The GAO reported that many states and hundreds of the nation's 3141 counties put Social Security numbers directly on the Internet and that "this could affect millions of people." The agency concluded that the risk of exposure for Social Security numbers in public records "is highly variable and difficult for any one individual to anticipate or prevent."

That risk is much lower across the Atlantic, where a 1995 European Union directive on data privacy ensures that personal data is kept secret by default.

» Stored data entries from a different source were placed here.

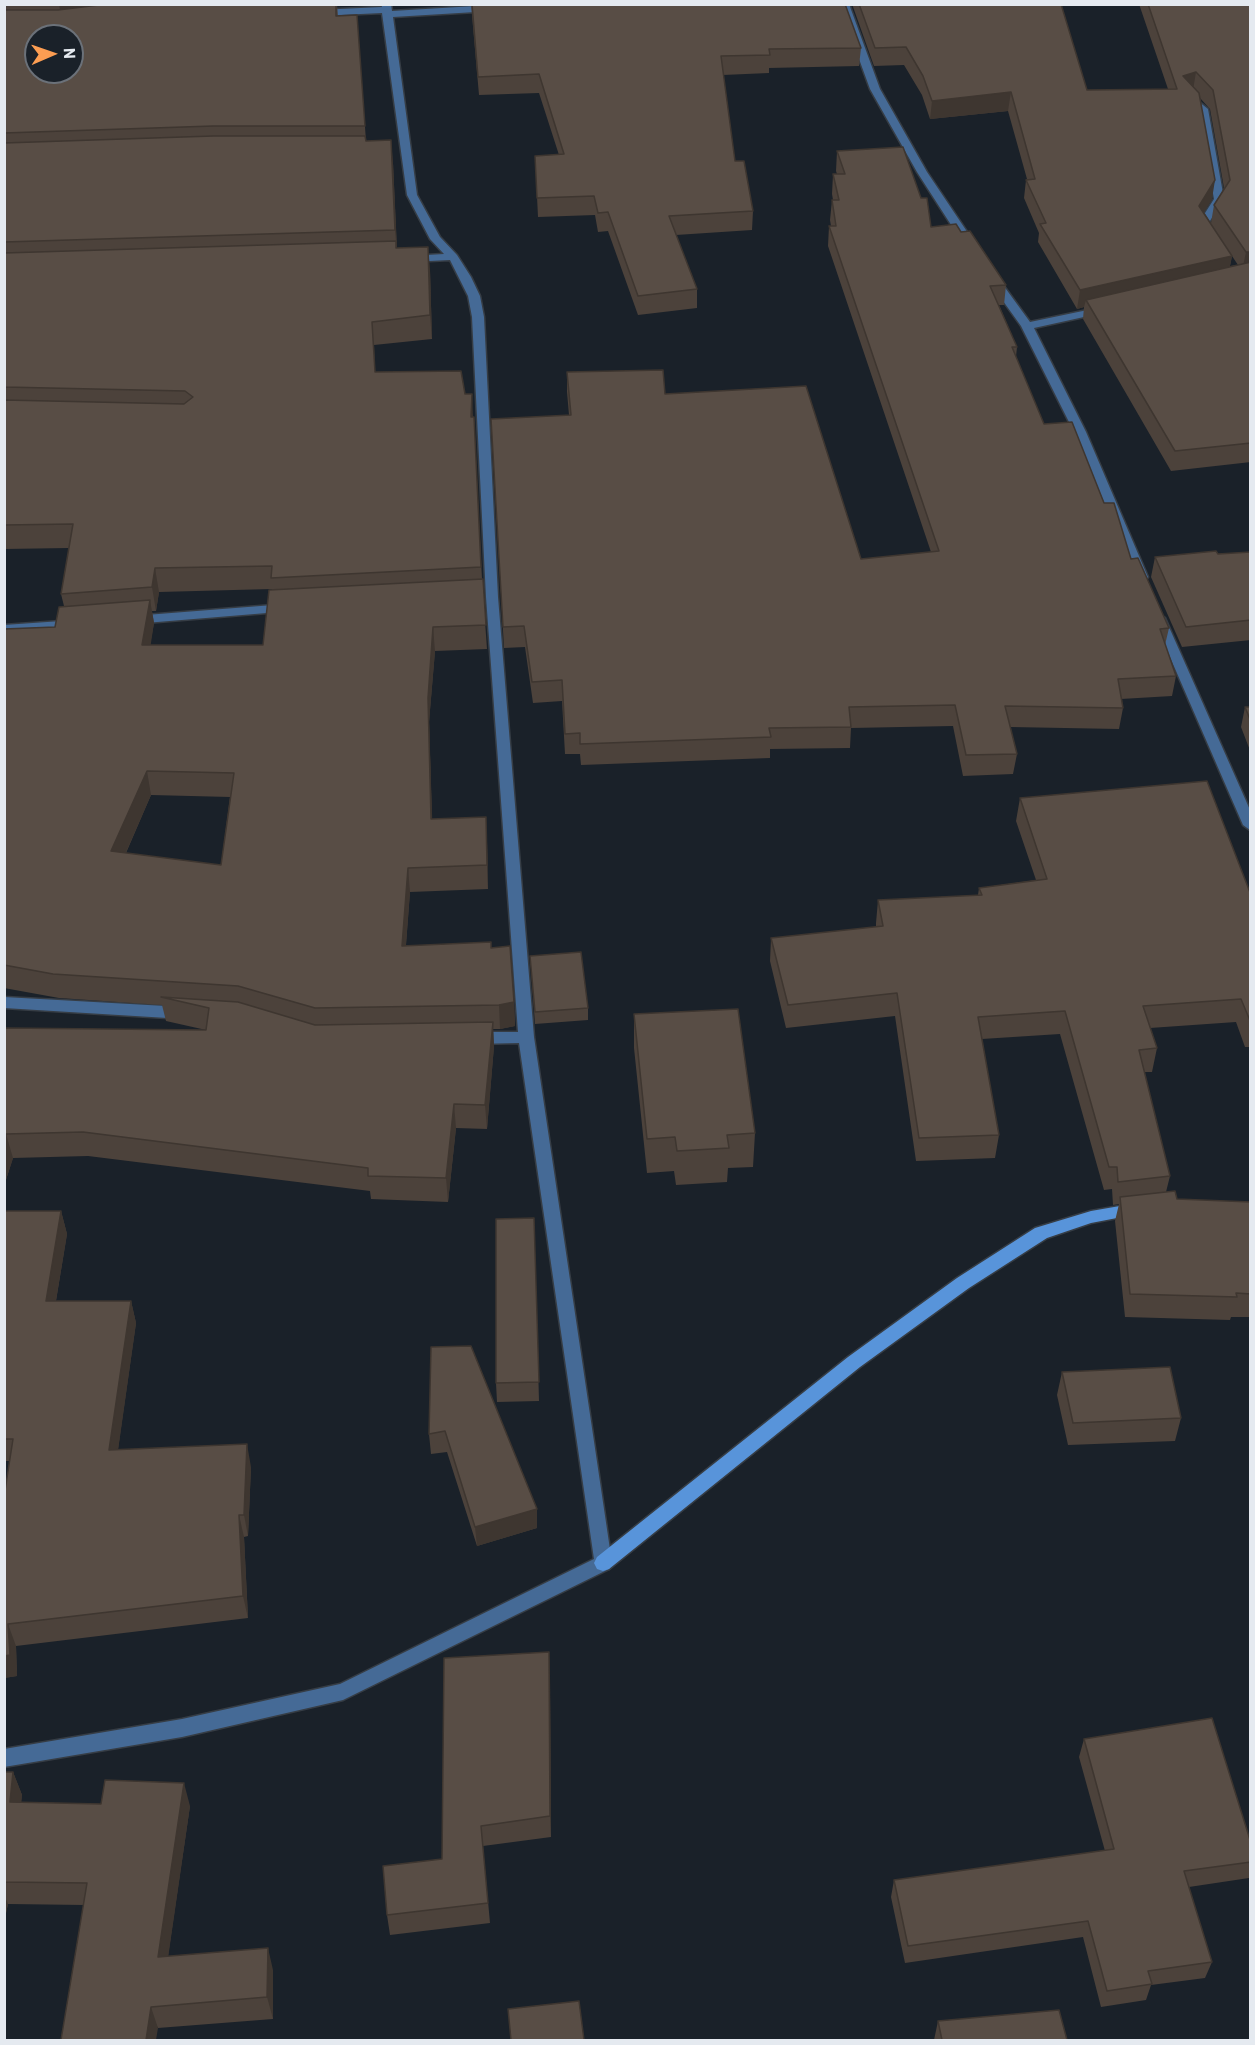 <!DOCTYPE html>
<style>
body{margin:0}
#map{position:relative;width:1255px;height:2045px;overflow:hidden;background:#1a2129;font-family:Barlow,sans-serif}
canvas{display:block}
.frame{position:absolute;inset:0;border:6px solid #e5eaf0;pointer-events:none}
.north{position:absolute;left:24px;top:24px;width:60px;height:60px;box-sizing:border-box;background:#1a2129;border:2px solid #6b7179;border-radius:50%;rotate:88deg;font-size:16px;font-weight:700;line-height:24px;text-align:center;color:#e5eaf0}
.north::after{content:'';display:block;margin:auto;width:21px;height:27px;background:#fc9d52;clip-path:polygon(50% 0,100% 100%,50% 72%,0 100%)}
</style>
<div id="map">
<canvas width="1255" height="2045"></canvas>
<div class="frame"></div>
<div class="north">N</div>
</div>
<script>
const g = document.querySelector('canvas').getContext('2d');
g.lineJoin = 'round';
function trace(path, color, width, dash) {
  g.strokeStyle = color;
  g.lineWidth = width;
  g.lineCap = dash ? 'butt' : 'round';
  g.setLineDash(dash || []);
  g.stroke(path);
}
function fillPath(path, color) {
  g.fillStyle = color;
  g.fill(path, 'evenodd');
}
const street = new Path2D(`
 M381,4H391L392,11L492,5L497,8L492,11L393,17L417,195L440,237L457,255L471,277L480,296L484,317L498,597L534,1037L612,1563L609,1569L343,1700L182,1737L4,1767V1749L182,1719L340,1684L594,1559L519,1043L475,1044L467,1038L475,1032H518L486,597L472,317L468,296L450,260L409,262L403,259L409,256L444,254L430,239L407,195L382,13L318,16L313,13L318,10L382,7Z
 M839,4H849L880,89L927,172L978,248L976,250H968L966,248L917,172L870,89Z
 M1188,93L1208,109L1224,199L1208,224L1215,234L1210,237L1206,236L1198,224L1214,199L1198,110L1183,96Z
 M994,277L998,278L1030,322L1102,307L1108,310L1102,313L1034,328L1086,432L1148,577L1146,580L1142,581L1136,577L1074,432L1021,326L988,280Z
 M286,604L292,608L291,611L133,624L127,620L133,616Z
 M1159,614L1165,618L1250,810V830L1243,825L1153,618Z
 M76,620L81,621L82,624L81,627L4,633V625Z
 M4,997L184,1007L191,1013L184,1019L4,1008Z`);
const secondary = new Path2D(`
 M1137,1203L1143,1205L1145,1209L1143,1213L1091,1223L1047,1238L969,1288L860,1367L609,1569L603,1571L597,1569L594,1563L597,1557L848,1357L957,1278L1035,1228L1091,1211Z`);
trace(street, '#363d45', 3);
trace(secondary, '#363d45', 3);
fillPath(street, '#456a96');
fillPath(secondary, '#5894da');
fillPath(new Path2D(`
 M4,4H337L338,16L357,15L366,141L393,163L397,248L430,270L432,339L374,345L375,372L465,394L473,417H474L482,579L487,649L435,651L429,722L432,819L487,841L488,889L410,892L406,945L491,948L514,1002L515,1026L500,1029H493L494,1046L487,1129L456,1128L448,1202L371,1199L370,1191L88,1156L13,1158L4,1186V1028L206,1030L166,1021L162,1005L59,998L4,988V629L55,627L64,606L61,594L69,548L4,549ZM272,589L263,645H150L154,623L152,611H156L159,592ZM151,795L230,797L221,865L126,853Z
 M471,4L861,48L859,66L769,68V73L723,75L735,161L753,211L752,230L676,235L697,289V308L638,315L608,231L598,232L595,215L538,217L535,156L559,155L539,93L479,95Z
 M852,4H1061L1087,90L1168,89L1139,4H1251V462L1171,471L1083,319L1084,307L1077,309L1038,242L1039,233L1024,198L1026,180L1027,179L1008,111L930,119L922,95L904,65L874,66ZM1200,98L1210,109L1224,188L1214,205L1211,223L1204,212L1212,199ZM1232,256L1238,265L1230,266Z
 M837,151L931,227L961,232L1006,285L1004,305H999L1017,347L1016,357L1044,424L1104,503L1131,559L1169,628L1165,645L1176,676L1172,696L1121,699L1123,708L1119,729L1010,727L1017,754L1013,774L963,776L953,726L851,728L850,748L770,749V758L581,765L580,754H565L562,701L533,703L525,647L504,648L491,419L569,415L567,392V372L665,394L861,559L931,552L828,246L829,226H831L830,220L832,200H833L832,194L833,174H837L836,171Z
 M1251,552V640L1182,647L1151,577L1155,557Z
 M1245,707H1251V753L1241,727Z
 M1020,798L1251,895V1047H1245L1236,1022L1150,1028L1157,1048L1152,1072H1144L1170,1176L1166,1192L1177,1199L1251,1202V1317H1231L1230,1320L1125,1317L1115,1221L1119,1204L1113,1205L1112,1189L1104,1190L1060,1034L982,1039L999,1135L995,1158L916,1161L895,1016L786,1028L770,961L771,938L876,927V923L878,900L978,895L979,888L1036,880L1016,821Z
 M530,956L588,1008V1020L535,1024Z
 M634,1014L755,1133L753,1167L728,1168L727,1182L676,1185L674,1171L647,1173L634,1048Z
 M4,1211H61L67,1234L56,1301H131L136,1323L118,1449L251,1467L248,1536L244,1537L248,1618L16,1646L17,1676L4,1678L10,1461H4Z
 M534,1218L539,1401L497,1402L496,1383Z
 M431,1347L537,1528L477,1546L447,1452L431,1454L429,1434Z
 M1062,1372L1181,1418L1175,1441L1068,1445L1057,1395Z
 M550,1674L551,1837L483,1846L490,1923L390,1935L387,1915L442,1859Z
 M1084,1739L1251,1843V1875L1249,1878L1189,1887L1212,1962L1205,1978L1151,1985L1146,2000L1101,2007L1083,1937L905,1963L891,1897L894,1880L1105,1851L1079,1757Z
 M4,1772H13L22,1795L21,1802L190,1806L168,1956L273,1970V2019L158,2028L84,1905L8,1904L4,1922Z
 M938,2021L1067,2040H934Z`), '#4c423b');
fillPath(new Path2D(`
 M59,4H131L62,22Z
 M1196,72L1193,90L1183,76Z
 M1011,92L1008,111L930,119L932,101Z
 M391,140L393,163L397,253L395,230Z
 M1215,180L1212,199L1196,225L1199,206Z
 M428,247L430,270L432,339L430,315Z
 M1246,252H1251V270L1242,271Z
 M1232,256L1228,275L1086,300L1084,307L1077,309L1080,290Z
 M472,394L473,418L471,417Z
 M155,568L159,592L156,611L152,587Z
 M150,600L154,623L147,669L142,645Z
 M433,627L435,651L429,722L433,843L431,819L428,698Z
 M147,771L151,795L116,875L111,851Z
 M486,817L487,841L488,889L487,865Z
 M408,868L410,892L404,969L402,946Z
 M514,1002L515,1026L500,1029L499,1005Z
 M493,1022L494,1046L487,1129L485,1105Z
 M454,1104L456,1128L448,1202L446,1178Z
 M6,1134L13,1158L4,1186V1140Z
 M61,1211L67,1234L52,1324L46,1301Z
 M131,1301L136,1323L115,1472L109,1450Z
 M247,1444L251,1467L248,1536L244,1515Z
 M537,1509V1528L477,1546L475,1527Z
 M239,1515L244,1537L248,1618L243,1596Z
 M8,1624L16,1646L17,1676L4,1678V1656Z
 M549,1652L550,1674L551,1837L550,1816Z
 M13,1772L22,1795L19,1825L10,1802Z
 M184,1783L190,1806L165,1979L158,1957Z
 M4,1895L8,1904L4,1922Z
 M268,1948L273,1970V2019L267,1997Z
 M151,2007L158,2028L156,2040H146Z`), '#3e3630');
const building = new Path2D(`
 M107,4H336V16L357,15L365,126H213L4,133V10H58ZM36,36H72V72H36Z
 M472,4H845L861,48L769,49L770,55L721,56L735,161H744L753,211L669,216L697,289L638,296L608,212L598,213L594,196L537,198L535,156L564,154L539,74L478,77Z
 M859,4H1061L1087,90L1177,89L1148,4H1251V252H1246L1214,205L1230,180L1213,90L1196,72L1183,76L1199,93L1215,180L1199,206L1232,256L1080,290L1040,224L1046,223L1026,180L1035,179L1011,92L932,101L923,76L906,47L875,48Z
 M213,136H365L366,141L391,140L395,230L4,242V143Z
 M903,147L921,198H927L931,227L956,224L961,232L970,231L1006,285L990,286L1017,347H1012L1044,424L1072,422L1104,503H1114L1131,559L1138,558L1169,628L1160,629L1176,676L1118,679L1123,708L1005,706L1017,754L966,755L955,705L849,707L851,727L769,728L771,737L580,744V733L565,734L562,680L532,682L524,626L503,627L491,419L571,415L567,372L663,370L665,394L806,386L861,559L939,551L829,226H836L832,200H839L833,174H845L837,151Z
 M396,241V248L428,247L430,315L372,322L375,372L461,371L465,394H472L471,417H474L481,567L271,578L272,566L155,568L152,587L61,594L73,524L4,525V400L184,404L193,397L185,391L4,387V253Z
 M1251,262V443L1175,451L1086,300Z
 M1216,551L1218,554L1251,552V620L1186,627L1155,557Z
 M483,579L486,625L433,627L428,698L431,819L486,817L487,865L408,868L402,946L491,942V948L510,946L514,1002L499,1005L315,1008L238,986L53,974L4,965V629L55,627L59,607L150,600L142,645H263L269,590ZM147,771L234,773L221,865L111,851Z
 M1245,707H1251V722Z
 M1207,781L1251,895V1023L1241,999L1143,1006L1157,1048L1139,1050L1170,1176L1118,1182L1117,1167H1109L1065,1011L978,1017L999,1135L919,1138L897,993L788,1005L771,938L883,926L878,900L982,895L979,888L1047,879L1020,798Z
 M581,952L588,1008L535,1012L530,956Z
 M161,997L238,1002L315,1025L493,1022L485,1105L454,1104L446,1178L368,1176V1168L83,1132L6,1134L4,1140V1028L206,1030L209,1008Z
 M738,1009L755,1133L727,1135L729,1148L677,1151L675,1137L647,1139L634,1014Z
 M1175,1191L1177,1199L1251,1202V1294L1236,1293L1237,1297L1130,1294L1120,1197Z
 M4,1211H61L46,1301H131L109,1450L247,1444L244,1515H239L243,1596L8,1624L10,1655L4,1656V1497L13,1439H4Z
 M534,1218L539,1382L496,1383V1219Z
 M471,1346L537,1509L475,1527L445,1431L429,1434L431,1347Z
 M1170,1367L1181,1418L1073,1423L1062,1372Z
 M549,1652L550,1816L481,1826L488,1903L387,1915L383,1866L442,1859L444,1658Z
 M1212,1718L1251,1843V1862L1184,1871L1212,1962L1148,1971L1152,1984L1107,1991L1088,1921L908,1946L894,1880L1114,1849L1084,1739Z
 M4,1772H13L10,1802L101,1804L105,1780L184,1783L158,1957L268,1948L267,1997L151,2007L146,2040H61L87,1883L4,1882Z
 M579,2001L584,2040H511L508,2009Z
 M1059,2010L1067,2040H942L938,2021Z`);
fillPath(building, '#584d45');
trace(building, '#3e3630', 1.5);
</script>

According to Stephen J. Kobrin, a professor of multinational management at the University of Pennsylvania, in Philadelphia, this represents a fundamental difference between the United States and Europe. "In America privacy is seen as an alienable commodity subject to the market," he wrote in 2002 report. In contrast, he says, in Europe, privacy is considered to be "a fundamental human right." Not only do explicit privacy statutes exist there, but they are also enforced by dedicated regulatory agencies.

In other words, the current U.S. crisis of identity theft is a result of policy choices that Americans have made, sometimes implicitly, sometimes explicitly. They are choices that can be revisited anytime.